Every line of the records below that holds the word "content" belongs in the answer.

** Provided data follows **

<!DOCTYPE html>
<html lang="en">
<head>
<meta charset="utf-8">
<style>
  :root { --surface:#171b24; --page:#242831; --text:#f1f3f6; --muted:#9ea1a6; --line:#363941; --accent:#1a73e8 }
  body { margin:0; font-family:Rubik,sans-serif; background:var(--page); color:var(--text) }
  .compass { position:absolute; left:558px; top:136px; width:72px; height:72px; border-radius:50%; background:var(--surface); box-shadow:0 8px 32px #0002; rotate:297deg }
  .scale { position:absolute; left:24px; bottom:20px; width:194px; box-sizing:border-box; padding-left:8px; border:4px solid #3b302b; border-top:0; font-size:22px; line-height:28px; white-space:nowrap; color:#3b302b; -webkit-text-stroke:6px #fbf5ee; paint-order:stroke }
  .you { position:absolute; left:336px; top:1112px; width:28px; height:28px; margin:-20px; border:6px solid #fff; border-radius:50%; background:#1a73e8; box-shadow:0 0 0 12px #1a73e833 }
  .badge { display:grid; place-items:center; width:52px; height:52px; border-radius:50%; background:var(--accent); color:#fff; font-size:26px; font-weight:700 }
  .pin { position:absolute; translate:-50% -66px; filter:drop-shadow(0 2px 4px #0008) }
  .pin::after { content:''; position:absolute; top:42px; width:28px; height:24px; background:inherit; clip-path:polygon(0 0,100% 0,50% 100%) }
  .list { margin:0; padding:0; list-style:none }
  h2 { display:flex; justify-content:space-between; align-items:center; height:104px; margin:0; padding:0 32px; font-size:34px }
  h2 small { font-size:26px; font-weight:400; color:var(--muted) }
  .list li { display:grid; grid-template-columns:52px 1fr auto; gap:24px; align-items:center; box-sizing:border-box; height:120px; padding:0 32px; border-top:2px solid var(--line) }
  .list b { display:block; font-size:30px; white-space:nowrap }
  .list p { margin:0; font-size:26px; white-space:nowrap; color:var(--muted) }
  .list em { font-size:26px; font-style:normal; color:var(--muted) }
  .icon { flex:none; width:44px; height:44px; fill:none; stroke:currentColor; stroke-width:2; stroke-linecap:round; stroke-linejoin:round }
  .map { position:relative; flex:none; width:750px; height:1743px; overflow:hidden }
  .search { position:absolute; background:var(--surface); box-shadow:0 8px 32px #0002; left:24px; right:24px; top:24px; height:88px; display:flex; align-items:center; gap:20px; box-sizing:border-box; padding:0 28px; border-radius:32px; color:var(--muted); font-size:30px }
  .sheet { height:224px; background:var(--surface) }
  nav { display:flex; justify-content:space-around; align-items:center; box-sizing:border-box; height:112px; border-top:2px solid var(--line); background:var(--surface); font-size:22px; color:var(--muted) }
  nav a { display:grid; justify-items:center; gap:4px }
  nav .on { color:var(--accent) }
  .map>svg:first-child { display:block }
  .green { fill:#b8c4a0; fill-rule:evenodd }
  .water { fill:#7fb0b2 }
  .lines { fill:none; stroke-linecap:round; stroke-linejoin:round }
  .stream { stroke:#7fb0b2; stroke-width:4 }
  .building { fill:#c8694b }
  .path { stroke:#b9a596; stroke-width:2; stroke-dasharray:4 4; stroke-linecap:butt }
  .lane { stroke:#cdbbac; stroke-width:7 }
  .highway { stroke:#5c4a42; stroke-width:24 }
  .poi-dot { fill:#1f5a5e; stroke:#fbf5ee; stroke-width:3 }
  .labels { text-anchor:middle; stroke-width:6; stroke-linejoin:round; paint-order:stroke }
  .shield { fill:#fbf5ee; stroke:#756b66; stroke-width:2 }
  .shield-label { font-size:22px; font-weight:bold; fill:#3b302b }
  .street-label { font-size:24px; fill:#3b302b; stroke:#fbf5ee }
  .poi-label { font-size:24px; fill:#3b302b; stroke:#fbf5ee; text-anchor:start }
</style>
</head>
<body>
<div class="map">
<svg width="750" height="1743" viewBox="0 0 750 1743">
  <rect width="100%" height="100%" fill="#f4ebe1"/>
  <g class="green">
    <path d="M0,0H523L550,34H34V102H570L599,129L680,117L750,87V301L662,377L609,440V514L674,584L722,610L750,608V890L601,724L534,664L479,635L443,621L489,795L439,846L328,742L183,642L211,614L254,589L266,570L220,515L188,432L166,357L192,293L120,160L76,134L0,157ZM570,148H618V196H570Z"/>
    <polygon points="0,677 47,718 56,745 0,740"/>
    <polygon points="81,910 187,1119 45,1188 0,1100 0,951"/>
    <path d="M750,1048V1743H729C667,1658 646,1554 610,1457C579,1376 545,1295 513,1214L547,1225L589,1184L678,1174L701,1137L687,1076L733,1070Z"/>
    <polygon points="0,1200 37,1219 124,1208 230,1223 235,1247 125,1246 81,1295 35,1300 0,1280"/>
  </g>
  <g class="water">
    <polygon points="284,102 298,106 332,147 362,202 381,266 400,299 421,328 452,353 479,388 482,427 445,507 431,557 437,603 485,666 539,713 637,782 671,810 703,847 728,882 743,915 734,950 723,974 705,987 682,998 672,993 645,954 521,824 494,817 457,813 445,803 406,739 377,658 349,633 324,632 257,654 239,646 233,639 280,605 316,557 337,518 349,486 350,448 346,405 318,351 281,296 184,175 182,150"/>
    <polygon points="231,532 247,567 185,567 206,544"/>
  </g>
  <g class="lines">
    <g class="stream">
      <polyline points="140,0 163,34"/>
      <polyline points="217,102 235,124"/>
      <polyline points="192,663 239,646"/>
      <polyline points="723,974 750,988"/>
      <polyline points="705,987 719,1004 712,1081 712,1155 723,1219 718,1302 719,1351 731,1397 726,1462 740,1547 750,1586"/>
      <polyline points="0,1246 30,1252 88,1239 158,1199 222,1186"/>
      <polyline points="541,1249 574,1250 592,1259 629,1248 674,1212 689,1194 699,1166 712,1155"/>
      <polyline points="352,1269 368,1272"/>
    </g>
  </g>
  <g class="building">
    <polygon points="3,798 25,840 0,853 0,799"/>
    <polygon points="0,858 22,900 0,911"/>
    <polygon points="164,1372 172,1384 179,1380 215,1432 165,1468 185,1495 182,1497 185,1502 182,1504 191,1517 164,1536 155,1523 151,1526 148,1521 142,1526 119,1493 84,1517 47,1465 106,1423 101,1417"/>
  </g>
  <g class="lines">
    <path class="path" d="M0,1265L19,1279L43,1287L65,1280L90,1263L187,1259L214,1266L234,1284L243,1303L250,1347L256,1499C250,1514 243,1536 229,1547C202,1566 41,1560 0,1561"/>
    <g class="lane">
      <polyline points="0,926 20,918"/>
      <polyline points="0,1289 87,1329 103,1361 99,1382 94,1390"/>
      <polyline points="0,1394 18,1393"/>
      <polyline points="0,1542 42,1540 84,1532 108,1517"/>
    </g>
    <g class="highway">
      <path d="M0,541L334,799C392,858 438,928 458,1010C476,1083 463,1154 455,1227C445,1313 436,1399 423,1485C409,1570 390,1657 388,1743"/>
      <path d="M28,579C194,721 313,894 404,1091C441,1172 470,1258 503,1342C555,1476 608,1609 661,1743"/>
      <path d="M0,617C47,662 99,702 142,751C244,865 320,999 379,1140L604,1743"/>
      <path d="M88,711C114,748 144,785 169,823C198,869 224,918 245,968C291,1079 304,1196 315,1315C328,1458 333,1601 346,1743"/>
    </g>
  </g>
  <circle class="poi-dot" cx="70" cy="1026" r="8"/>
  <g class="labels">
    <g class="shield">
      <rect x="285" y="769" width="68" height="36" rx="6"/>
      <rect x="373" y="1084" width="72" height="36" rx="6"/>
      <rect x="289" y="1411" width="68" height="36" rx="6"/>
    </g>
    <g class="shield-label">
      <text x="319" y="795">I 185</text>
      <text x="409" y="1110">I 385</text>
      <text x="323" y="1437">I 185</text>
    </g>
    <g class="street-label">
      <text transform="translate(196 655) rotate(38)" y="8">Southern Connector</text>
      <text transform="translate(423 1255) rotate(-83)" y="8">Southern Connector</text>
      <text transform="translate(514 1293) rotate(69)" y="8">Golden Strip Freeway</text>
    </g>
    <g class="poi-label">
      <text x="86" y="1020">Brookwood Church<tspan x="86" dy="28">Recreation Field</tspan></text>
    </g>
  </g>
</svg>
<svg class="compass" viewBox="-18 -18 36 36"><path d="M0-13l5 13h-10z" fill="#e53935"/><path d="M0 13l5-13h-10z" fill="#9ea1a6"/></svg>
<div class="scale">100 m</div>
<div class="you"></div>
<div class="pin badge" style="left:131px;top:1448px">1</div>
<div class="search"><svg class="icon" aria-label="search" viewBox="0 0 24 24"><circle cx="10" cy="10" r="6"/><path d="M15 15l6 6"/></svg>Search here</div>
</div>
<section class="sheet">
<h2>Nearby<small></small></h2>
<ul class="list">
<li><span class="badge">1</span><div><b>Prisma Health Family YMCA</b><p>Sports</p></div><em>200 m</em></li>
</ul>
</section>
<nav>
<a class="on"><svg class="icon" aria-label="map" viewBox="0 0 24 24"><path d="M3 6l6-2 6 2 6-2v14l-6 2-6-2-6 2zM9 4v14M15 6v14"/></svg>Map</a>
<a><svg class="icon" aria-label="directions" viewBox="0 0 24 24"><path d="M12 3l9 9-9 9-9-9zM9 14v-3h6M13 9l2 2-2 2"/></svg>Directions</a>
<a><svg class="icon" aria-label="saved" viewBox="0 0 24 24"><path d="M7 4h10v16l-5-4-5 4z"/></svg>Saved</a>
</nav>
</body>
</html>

** End of Provided data **

- **Exercise response**:
  .pin::after { content:''; position:absolute; top:42px; width:28px; height:24px; background:inherit; clip-path:polygon(0 0,100% 0,50% 100%) }
  h2 { display:flex; justify-content:space-between; align-items:center; height:104px; margin:0; padding:0 32px; font-size:34px }
  nav { display:flex; justify-content:space-around; align-items:center; box-sizing:border-box; height:112px; border-top:2px solid var(--line); background:var(--surface); font-size:22px; color:var(--muted) }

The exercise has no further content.